Top of Source material

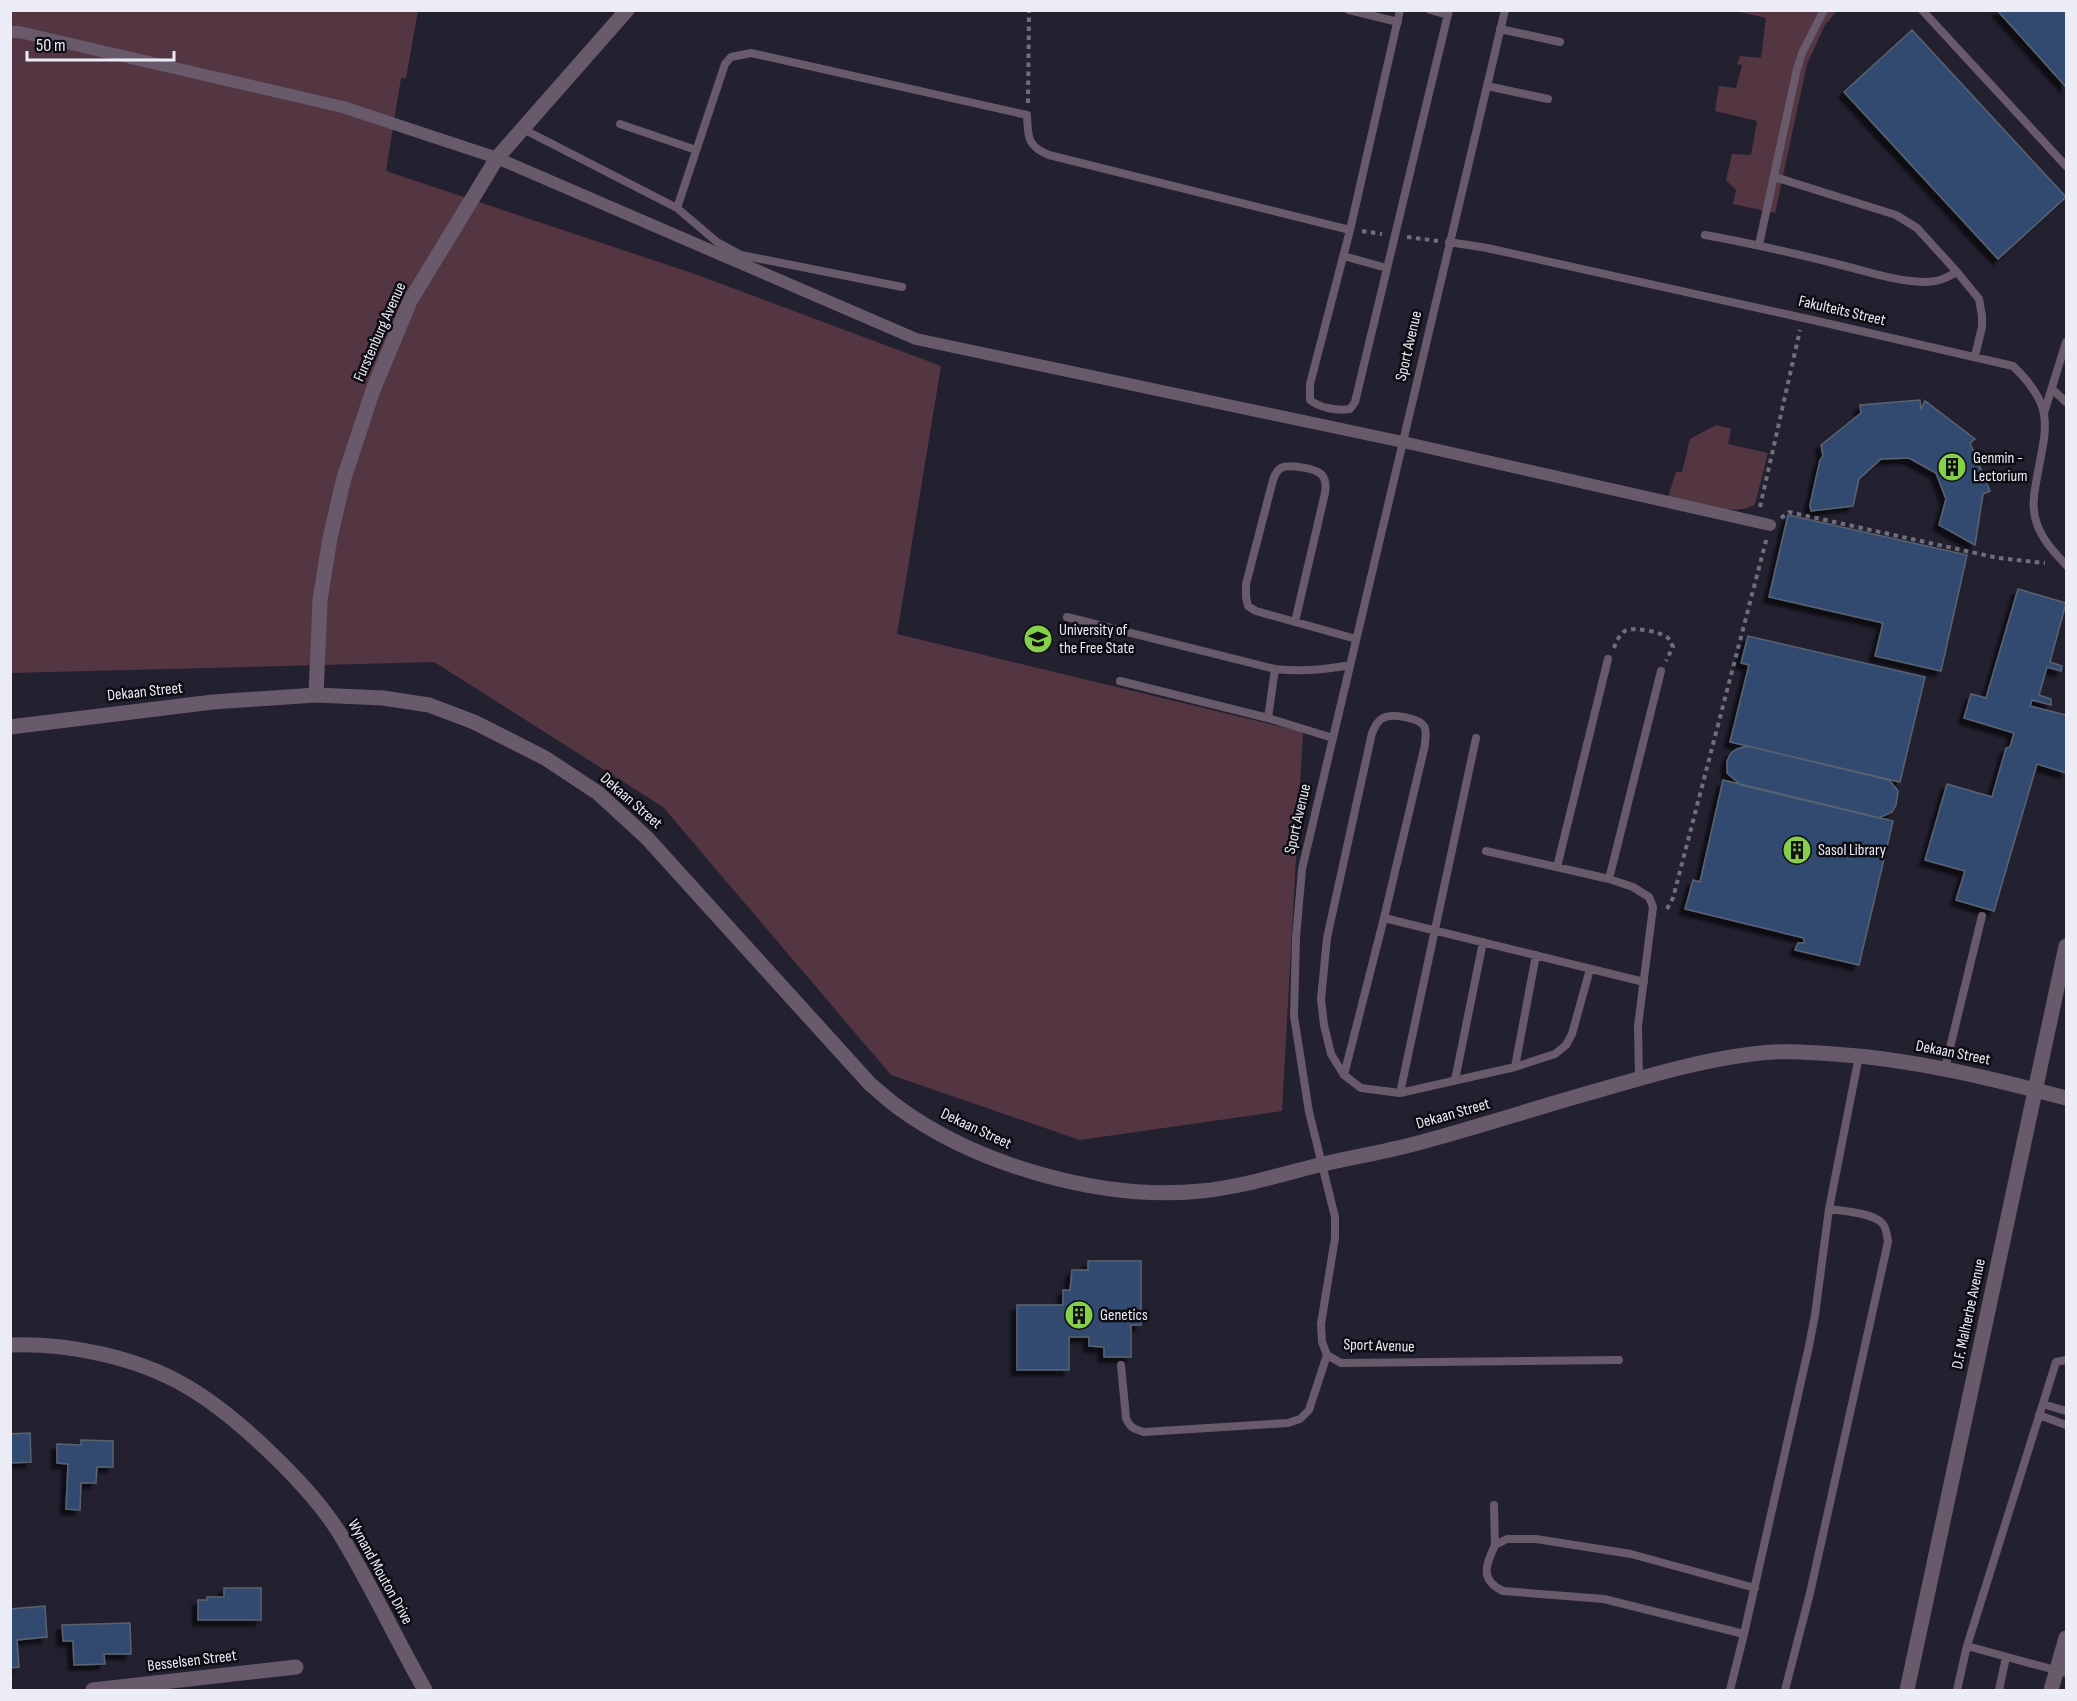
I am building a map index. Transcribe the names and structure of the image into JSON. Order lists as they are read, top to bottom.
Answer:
{
  "streets": {
    "street": [
      "Furstenburg Avenue",
      "Dekaan Street",
      "D.F. Malherbe Avenue",
      "Wynand Mouton Drive",
      "Besselsen Street"
    ],
    "lane": ["Fakulteits Street", "Sport Avenue"]
  },
  "crossings": [
    ["Fakulteits Street", "Sport Avenue"],
    ["Furstenburg Avenue", "Dekaan Street"],
    ["Sport Avenue", "Dekaan Street"]
  ],
  "places": {
    "building": ["Genmin - Lectorium", "Sasol Library", "Genetics"],
    "school or university": ["University of the Free State"]
  },
  "scale_bar": "50 m"
}
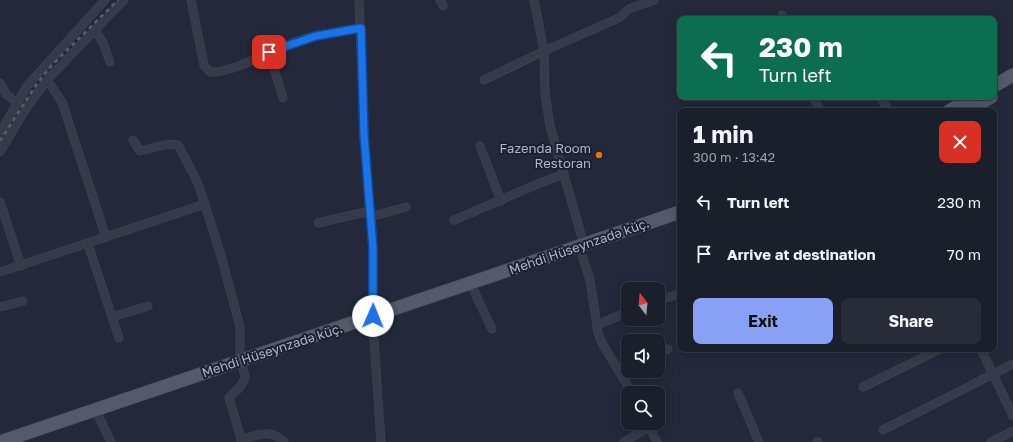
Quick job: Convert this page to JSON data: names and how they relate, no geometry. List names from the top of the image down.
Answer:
{
  "streets": {
    "main road": ["Mehdi Hüseynzadə küç."]
  },
  "places": ["Fazenda Room Restoran"],
  "north": "top",
  "page": {
    "turn": ["230 m", "Turn left"],
    "heading": ["1 min", "300 m · 13:42"],
    "list": [
      {
        "name": "Turn left",
        "value": "230 m"
      },
      {
        "name": "Arrive at destination",
        "value": "70 m"
      }
    ],
    "buttons": ["Exit", "Share"]
  }
}
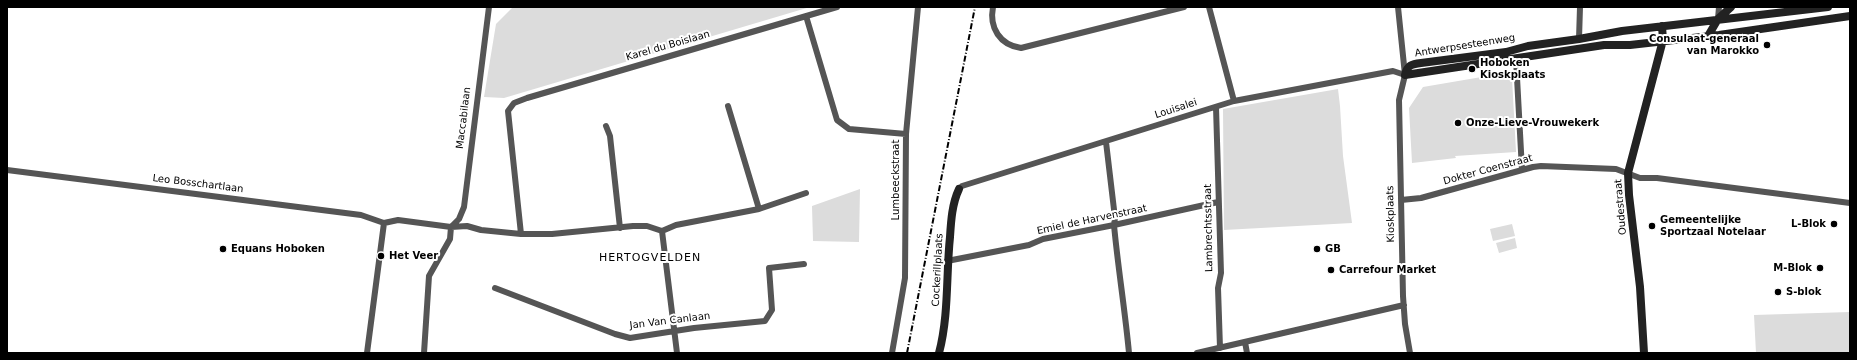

Bottom of Source material

** Task to carry out **
All of the lines above should be printed exactly, minus the pictures.

** The answer **
I am building a map index. Transcribe the names and structure of the image into JSON. Order lists as they are read, top to bottom.
Answer:
{
  "streets": {
    "street": [
      "Furstenburg Avenue",
      "Dekaan Street",
      "D.F. Malherbe Avenue",
      "Wynand Mouton Drive",
      "Besselsen Street"
    ],
    "lane": ["Fakulteits Street", "Sport Avenue"]
  },
  "crossings": [
    ["Fakulteits Street", "Sport Avenue"],
    ["Furstenburg Avenue", "Dekaan Street"],
    ["Sport Avenue", "Dekaan Street"]
  ],
  "places": {
    "building": ["Genmin - Lectorium", "Sasol Library", "Genetics"],
    "school or university": ["University of the Free State"]
  },
  "scale_bar": "50 m"
}
Quick job: Convert this page to JSON data: names and how they relate, no geometry. List names from the top of the image down.
Answer:
{
  "streets": {
    "main road": ["Mehdi Hüseynzadə küç."]
  },
  "places": ["Fazenda Room Restoran"],
  "north": "top",
  "page": {
    "turn": ["230 m", "Turn left"],
    "heading": ["1 min", "300 m · 13:42"],
    "list": [
      {
        "name": "Turn left",
        "value": "230 m"
      },
      {
        "name": "Arrive at destination",
        "value": "70 m"
      }
    ],
    "buttons": ["Exit", "Share"]
  }
}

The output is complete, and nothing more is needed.